Friday, May 7, 2010

So who are Joe Lieberman targeting with his "Terrorist Expatriation Act" ?

(Update)

I had my suspicion when i first read the full text of Sen. Joe Lieberman's "Terrorist Expatriation Act". This bill was to "add joining a foreign terrorist organization or engaging in or supporting hostilities against the United States or its allies to the list of acts for which United States nationals would lose their nationality." Now who are those allies, or should i say, who is that ally if Americans are "providing material support or resources to a foreign terrorist organization" and/or "engaging in, or purposefully and materially supporting, hostilities against" that will result in them losing their citizenship? Ignore for now the fact that this bill is completely unconstitutional, who is Joe Lieberman trying to "protect"?

My suspicion is confirmed by this article on the Washington Post which stated that this bill "would also allow citizenship to be stripped from Americans who support groups that target U.S. allies, such as Israel or India." Again, ignore the unconstitutionality of this bill, as even Rep. John Boehner knows this bill "would be pretty difficult under the U.S. Constitution", if Joe Lieberman is truly trying to protect Americans, why is there a need to add our "allies" in it?
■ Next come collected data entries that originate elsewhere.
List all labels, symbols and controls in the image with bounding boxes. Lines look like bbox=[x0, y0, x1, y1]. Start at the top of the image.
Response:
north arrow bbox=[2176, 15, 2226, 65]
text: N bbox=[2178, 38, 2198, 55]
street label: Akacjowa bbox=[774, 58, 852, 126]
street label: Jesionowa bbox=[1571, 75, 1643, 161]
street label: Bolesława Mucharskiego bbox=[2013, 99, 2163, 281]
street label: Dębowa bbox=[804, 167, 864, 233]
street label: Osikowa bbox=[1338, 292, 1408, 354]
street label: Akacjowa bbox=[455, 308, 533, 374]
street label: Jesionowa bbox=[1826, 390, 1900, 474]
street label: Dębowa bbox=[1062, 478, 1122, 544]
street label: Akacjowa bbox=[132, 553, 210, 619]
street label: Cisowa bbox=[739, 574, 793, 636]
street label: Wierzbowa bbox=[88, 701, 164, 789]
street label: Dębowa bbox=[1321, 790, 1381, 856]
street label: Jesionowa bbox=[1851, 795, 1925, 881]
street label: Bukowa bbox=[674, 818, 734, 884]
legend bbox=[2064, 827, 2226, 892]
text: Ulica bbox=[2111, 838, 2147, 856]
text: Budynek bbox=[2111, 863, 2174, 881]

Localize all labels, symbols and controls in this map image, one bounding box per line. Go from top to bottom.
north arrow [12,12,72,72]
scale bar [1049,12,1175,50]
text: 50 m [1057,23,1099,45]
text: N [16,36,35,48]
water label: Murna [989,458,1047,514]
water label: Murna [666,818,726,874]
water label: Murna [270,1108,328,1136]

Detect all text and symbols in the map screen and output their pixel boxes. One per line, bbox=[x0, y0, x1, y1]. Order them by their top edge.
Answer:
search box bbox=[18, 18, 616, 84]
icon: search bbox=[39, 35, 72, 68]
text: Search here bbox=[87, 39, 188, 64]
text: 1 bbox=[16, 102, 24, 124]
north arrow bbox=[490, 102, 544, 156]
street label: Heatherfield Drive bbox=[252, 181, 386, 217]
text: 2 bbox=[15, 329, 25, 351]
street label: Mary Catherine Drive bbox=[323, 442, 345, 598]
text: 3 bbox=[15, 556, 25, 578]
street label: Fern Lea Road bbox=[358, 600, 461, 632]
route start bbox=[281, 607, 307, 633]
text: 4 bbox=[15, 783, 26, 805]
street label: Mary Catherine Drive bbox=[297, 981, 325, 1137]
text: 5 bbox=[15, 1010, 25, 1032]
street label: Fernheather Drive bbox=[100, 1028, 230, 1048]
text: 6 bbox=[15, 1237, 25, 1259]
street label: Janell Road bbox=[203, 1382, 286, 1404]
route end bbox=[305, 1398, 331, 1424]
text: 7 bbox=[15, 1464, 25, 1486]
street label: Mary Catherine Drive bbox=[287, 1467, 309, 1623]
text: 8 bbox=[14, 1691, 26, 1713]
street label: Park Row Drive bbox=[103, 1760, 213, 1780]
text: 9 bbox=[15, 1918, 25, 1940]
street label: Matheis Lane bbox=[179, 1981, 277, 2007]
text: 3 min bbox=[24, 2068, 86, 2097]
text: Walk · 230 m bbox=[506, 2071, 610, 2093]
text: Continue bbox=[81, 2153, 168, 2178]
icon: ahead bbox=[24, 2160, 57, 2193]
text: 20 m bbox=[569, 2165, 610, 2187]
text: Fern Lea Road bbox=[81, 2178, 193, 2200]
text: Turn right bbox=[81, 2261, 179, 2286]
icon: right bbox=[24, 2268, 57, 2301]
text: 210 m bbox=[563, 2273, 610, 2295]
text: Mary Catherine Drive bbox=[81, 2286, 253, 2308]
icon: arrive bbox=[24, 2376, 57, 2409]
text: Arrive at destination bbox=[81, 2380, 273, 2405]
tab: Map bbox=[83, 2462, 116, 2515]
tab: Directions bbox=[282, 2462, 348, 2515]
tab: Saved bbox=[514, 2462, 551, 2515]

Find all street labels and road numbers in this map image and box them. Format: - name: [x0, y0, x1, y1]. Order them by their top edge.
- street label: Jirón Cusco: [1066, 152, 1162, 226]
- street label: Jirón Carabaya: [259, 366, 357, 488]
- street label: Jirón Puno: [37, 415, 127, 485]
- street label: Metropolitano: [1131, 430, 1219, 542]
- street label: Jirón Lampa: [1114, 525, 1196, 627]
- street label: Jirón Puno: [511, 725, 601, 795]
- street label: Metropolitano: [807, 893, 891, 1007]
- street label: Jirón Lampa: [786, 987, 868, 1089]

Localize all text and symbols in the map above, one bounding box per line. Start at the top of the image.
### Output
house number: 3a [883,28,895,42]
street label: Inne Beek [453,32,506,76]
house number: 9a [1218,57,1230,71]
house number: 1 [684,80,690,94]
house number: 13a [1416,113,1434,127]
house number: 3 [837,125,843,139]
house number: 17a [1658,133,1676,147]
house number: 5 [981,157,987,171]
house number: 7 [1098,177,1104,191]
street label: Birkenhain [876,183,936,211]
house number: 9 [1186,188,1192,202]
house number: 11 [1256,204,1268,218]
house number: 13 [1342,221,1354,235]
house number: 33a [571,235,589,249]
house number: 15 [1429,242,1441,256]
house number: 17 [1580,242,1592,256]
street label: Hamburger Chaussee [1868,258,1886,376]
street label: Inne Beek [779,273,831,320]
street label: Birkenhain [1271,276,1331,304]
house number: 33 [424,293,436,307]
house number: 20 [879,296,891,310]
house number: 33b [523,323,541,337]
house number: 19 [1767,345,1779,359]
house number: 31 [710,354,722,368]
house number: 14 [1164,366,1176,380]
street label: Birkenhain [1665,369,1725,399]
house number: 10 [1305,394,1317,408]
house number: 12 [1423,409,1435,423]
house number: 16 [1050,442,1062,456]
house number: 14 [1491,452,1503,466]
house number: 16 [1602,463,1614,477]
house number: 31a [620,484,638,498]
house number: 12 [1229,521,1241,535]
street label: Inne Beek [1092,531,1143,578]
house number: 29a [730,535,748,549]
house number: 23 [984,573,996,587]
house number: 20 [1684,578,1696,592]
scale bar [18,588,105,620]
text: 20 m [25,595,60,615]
Does it make any sense to strip the citizenship of Americans who support organizations that are only involved in an asymmetrical war with Israel and not us?

Update:

Glenn Greenwald discussed the irony of Joe Lieberman sponsoring a citizenship-stripping bill which has its origin in a 1940 bill to strip citizenship off Americans who demonstrated their loyalty to a foreign power.

One ironic aspect of Lieberman's sponsorship of the citizenship-stripping bill for accused Terrorists is that the original 1940 law on which it is based was designed, as Frum put it, "to strip citizenship from Americans whoshowed themselves loyal to a foreign power."  Fortunately for Joe Lieberman (as well as for GOP Rep. Peter King), the U.S. Supreme Court in 1967 held that it is unconstitutional for Congress to strip the citizenship of any American who did not voluntarily renounce citizenship, even if that citizen proved himself loyal to a foreign country (adding to the irony, that case,Afroyim v. Rusk, involved an American citizen who had voted in Israeli elections and, as a result, had his passport renewal denied by the State Department on the ground that he had lost his American citizenship under The Nationality Act of 1940).  As the Afroyim Court put it (emphasis added):
[The Fourteenth Amendment] provides its own constitutional rule in language calculated completely to control the status of citizenship: "All persons born or naturalized in the United States . . . are citizens of the United States . . . ."  There is no indication in these words of a fleeting citizenship, good at the moment it is acquired but subject to destruction by the Government at any time.  Rather the Amendment can most reasonably be read as defining a citizenship which a citizen keeps unless he voluntarily relinquishes it. Once acquired, this Fourteenth Amendment citizenship was not to be shifted, canceled, or diluted at the will of the Federal Government, the States, or any other governmental unit.
The Court, in 1980, made clear what a person must do in order to be found to have "voluntarily renounced" his citizenship.  All of this underscores another great irony of Lieberman's advocacy of this bill:   although I'd be unequivocally opposed to any citizenship-stripping, if anyone merits having that done to them, it's Joe Lieberman, who proves -- yet again -- that he has no interest or belief in core American principles.